Questo significa che il commissario straordinario deve adottare efficaci disposizioni in deroga alle attuali norme sulla caccia e sulla protezione delle specie.

Nelle aree dove sarà necessario eliminare il cinghiale, che dal punto di vista demografico è presente in numeri enormemente superiori a quanto previsto dall’equilibrio ecologico, è necessario che tali attività siano consentite anche in battuta e non solo con la tecnica dell’aspetto e della girata. Tutte e tre le tipologie di intervento debbono poter coesistere ed essere adottate per dodici mesi l’anno per i prossimi tre anni. E ciò deve essere reso possibile in quanto non si tratta di caccia al cinghiale, attività peraltro che deve essere limitata alle sole zone vocate e con settori assegnati a rotazione alle squadre di cacciatori.

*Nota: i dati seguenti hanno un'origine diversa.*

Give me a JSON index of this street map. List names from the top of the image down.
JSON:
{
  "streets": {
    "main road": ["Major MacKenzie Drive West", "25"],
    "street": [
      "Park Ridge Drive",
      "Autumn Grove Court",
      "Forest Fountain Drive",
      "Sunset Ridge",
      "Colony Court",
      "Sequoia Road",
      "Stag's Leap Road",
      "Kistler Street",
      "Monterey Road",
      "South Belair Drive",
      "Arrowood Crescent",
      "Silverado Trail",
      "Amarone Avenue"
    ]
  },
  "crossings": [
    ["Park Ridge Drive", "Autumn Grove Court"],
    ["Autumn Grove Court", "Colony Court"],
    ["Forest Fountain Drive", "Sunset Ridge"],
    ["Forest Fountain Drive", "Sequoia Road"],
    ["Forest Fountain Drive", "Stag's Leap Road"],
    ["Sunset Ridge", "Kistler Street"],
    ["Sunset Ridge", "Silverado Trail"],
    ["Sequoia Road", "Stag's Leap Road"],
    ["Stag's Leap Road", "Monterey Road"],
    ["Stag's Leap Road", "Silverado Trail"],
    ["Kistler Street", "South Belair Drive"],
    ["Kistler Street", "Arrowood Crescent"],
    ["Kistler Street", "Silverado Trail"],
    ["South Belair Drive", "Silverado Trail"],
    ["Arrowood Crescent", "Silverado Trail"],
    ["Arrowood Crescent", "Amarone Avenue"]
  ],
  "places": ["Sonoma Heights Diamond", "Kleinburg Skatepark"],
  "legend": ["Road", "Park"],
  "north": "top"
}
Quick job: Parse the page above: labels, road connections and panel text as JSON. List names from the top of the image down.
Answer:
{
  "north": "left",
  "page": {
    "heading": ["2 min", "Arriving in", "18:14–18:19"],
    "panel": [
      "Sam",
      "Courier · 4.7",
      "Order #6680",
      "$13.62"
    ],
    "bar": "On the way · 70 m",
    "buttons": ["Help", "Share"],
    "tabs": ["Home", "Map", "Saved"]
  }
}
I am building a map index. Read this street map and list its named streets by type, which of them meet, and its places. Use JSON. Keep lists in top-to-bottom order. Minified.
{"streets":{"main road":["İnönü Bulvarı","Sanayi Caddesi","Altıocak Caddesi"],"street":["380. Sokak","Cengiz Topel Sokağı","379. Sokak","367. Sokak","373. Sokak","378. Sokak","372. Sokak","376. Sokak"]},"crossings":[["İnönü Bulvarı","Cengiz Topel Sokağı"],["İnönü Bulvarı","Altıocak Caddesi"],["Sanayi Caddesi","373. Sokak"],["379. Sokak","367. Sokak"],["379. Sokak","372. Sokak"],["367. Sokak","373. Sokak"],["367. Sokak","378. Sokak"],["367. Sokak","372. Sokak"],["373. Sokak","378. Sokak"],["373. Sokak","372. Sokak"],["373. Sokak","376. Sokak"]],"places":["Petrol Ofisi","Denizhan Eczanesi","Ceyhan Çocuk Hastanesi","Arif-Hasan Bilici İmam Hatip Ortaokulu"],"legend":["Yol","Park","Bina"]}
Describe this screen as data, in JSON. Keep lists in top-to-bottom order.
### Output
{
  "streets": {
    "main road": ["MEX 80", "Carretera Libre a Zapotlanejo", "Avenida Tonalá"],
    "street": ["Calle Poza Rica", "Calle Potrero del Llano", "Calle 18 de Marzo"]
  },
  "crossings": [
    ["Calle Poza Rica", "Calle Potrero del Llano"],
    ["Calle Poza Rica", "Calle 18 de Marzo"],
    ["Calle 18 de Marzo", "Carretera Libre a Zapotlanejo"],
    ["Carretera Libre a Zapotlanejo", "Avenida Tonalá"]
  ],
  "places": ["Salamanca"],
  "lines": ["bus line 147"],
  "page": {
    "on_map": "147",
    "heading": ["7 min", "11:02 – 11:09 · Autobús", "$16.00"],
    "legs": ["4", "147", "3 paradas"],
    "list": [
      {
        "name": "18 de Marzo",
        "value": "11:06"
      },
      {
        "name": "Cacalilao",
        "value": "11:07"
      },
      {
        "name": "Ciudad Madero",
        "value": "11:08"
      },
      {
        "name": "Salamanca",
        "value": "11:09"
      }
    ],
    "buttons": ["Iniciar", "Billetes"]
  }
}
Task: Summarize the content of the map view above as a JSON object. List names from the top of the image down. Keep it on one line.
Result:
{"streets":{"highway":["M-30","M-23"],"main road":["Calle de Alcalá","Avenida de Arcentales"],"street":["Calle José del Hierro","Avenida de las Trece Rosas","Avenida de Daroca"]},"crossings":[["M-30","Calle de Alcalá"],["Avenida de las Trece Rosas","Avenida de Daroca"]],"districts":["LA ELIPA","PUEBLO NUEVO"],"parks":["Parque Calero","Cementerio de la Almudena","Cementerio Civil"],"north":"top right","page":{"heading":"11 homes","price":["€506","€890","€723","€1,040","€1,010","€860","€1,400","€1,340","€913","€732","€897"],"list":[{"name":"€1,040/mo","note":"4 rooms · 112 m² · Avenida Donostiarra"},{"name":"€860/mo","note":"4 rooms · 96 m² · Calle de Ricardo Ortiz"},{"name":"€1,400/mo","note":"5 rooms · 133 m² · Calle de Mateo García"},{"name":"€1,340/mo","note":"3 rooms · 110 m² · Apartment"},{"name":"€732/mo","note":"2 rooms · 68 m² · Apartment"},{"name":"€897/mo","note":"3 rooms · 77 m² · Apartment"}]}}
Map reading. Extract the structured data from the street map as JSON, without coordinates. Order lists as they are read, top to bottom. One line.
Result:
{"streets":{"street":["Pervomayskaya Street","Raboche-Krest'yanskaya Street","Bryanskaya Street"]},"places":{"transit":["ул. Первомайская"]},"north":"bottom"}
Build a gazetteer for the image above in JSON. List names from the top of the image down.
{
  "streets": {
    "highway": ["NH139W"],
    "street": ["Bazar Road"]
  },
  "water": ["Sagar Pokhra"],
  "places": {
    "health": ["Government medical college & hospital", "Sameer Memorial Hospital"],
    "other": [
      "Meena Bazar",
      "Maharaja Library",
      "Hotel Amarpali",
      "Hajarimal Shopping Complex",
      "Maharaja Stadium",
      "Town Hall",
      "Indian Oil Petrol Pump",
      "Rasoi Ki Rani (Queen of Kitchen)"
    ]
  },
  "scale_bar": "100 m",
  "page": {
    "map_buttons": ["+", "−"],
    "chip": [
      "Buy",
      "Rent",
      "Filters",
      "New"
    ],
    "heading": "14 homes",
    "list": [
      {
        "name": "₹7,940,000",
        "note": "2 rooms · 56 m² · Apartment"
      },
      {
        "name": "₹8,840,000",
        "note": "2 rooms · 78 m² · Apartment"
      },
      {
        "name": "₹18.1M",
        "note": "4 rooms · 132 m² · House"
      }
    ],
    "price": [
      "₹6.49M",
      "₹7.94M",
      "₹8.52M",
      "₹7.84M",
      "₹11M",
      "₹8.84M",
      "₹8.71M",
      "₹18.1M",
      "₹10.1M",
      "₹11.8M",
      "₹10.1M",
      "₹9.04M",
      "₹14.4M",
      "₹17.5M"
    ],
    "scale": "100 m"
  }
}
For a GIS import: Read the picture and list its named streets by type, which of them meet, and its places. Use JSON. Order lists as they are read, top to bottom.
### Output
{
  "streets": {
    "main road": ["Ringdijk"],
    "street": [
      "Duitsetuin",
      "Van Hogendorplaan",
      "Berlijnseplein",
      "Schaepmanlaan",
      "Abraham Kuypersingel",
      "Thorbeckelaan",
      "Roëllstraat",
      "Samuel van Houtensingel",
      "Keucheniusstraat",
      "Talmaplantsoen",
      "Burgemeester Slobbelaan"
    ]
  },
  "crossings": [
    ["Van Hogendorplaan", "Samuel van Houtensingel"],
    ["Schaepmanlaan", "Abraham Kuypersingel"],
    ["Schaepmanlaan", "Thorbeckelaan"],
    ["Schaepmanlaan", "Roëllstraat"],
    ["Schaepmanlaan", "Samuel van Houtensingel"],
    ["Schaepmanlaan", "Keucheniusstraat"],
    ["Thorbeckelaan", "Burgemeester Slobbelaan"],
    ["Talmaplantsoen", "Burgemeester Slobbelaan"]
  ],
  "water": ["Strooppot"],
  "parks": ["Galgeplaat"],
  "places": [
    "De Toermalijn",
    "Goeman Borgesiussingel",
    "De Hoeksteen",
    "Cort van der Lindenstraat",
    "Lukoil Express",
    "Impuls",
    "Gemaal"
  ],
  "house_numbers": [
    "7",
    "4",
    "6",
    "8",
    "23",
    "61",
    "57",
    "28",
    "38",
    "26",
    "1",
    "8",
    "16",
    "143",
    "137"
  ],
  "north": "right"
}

Tutto questo ci porta a dire che gli strumenti evocati oggi diventano essenziali per ricondurre la specie cinghiale in equilibrio ecologico, salvaguardare allevamenti e industrie della trasformazione, economia di importanti città come Norcia. Tutto questo porterà a salvare i raccolti dalla devastazione dovuta a questa specie e ridurre drasticamente gli incidenti che purtroppo seminano vittime umane. Le stesse tecniche di trappolamento forse, oltre ad alimentare filiere tracciate della carne e dei prodotti a base di cinghiale, potrebbero servire abbinati alla realizzazione di ampie zone recintate in area boscata, a contenere il cinghiale e assegnarne la gestione di chi ha interesse alla caccia come attività ludica con i proprietari di dette aree”.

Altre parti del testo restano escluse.